Director/Screenplay – Woody Allen, Producer – Jean Doumanian, Photography – Carlo Di Palma, Visual Effects – Industrial Light and Magic (Supervisor – Tom Rosseter), Special Effects Supervisor – Jack Ottesen, Production Design – Santo Loquasto. Production Company – Sweetland Films/Magnolia Productions.

Cast

Woody Allen (Harry Block), Kirstie Alley (Joan), Hazelle Goodman (Cookie Williams), Bob Balaban (Richard), Judy Davis (Lucy), Elisabeth Shue (Fay), Caroline Aaron (Doris), Richard Benjamin (Ken), Demi Moore (Helen), Billy Crystal (Larry/The Devil), Julia Louis-Dreyfus (Leslie), Amy Irving (Jane), Tobey Maguire (Harvey Stern), Eric Bogosian (Burt), Eric Lloyd (Hilly Block), Robin Williams (Mel), Julie Kavner (Grace), Stanley Tucci (Paul Epstein)


Plot

Writer Harry Block returns to the university he was kicked out of several years before to receive an honorary award. Along the way, people from Harry’s past, dreams and characters from his fiction (who are always thinly based on the people in his life) return to make the pill-popping, compulsively womanising Harry re-examine his life.


Woody Allen is not the most ready figure that comes to mind when you think of prominent directors of fantastic cinema. However, when you consider the number of Woody Allen’s films that can be classified as fantastic, he has in fact directed and written numerically far more than Steven Spielberg has. Eighteen at my count – Play It Again Sam (1972), Everything You Always Wanted to Know About Sex * But Were Afraid to Ask (1972), Sleeper (1973), Love and Death (1975), A Midsummer Night’s Sex Comedy (1982), Zelig (1983), The Purple Rose of Cairo (1985), New York Stories (1989), Alice (1990), Shadows and Fog (1991), Mighty Aphrodite (1995), Everybody Says I Love You (1996), this, Match Point (2005), Scoop (2006), Midnight in Paris (2011), To Rome with Love (2012) and Magic in the Moonlight (2014).

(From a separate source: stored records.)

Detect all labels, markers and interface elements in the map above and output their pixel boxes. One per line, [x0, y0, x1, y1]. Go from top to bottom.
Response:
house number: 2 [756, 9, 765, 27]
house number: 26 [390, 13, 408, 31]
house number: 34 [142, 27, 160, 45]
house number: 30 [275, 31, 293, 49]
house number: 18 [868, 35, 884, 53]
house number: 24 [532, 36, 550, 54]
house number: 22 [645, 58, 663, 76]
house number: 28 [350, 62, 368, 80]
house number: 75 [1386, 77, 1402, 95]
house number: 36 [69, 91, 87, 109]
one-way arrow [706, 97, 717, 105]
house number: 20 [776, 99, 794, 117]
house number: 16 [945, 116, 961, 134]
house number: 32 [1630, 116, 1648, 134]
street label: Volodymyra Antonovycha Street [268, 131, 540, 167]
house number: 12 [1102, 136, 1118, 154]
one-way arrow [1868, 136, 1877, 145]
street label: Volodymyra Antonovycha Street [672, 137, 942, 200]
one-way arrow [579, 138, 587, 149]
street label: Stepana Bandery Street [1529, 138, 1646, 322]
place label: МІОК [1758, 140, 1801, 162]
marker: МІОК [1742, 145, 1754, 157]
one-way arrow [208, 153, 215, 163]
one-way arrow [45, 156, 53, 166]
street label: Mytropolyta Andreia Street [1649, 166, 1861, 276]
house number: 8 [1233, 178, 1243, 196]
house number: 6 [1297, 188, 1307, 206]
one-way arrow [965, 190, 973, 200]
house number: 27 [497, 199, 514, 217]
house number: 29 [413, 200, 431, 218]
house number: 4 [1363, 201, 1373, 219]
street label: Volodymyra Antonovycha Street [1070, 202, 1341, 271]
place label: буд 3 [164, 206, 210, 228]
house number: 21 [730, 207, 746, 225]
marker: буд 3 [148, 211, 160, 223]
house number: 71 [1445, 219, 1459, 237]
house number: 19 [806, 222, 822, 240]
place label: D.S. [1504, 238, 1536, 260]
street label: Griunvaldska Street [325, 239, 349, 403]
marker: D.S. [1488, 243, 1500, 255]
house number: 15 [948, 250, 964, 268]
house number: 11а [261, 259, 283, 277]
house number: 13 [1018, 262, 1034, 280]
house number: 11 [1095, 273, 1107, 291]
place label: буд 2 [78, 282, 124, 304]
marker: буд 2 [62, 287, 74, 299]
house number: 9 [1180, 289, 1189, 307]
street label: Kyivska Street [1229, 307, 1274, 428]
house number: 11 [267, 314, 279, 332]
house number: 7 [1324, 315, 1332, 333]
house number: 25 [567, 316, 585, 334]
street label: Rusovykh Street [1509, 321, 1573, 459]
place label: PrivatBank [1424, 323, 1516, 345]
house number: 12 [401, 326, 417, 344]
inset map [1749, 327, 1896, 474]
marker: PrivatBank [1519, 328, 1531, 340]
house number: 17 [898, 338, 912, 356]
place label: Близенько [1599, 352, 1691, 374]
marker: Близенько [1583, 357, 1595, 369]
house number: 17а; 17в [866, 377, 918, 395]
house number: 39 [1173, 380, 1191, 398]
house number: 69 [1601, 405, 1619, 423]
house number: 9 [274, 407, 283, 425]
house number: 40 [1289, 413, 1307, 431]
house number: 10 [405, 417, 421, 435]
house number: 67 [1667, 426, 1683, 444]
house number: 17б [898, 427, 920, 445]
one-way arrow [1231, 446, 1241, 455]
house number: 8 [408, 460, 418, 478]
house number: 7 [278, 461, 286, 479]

Woody Allen is a figure who always polarises audiences between those who regard him as a genius and those who cannot stand his neuroses and constant crises of angst. My own preference has tended to fall toward the former, although that said some of Allen’s films in the last decade – Another Woman (1987), Alice and Shadows and Fog – have only come out as glum and unhappy.

The good news about Deconstructing Harry is that it is Woody Allen back on form and even returning somewhat to the heyday of still unsurpassed masterpiece Annie Hall (1977) to wind the old Allen neuroses into a kind of grandly existential self-inquisitorial on-screen psychodrama. Deconstructing Harry contains some of the most penetrating writing that Allen has served up in recent years and is certainly Allen at the most self-excoriating and self-loathing we have ever seen him – the entire film is a work of self-analysis about unhappiness, the constant failure of his marriages, his angst, self-loathing and pill addiction.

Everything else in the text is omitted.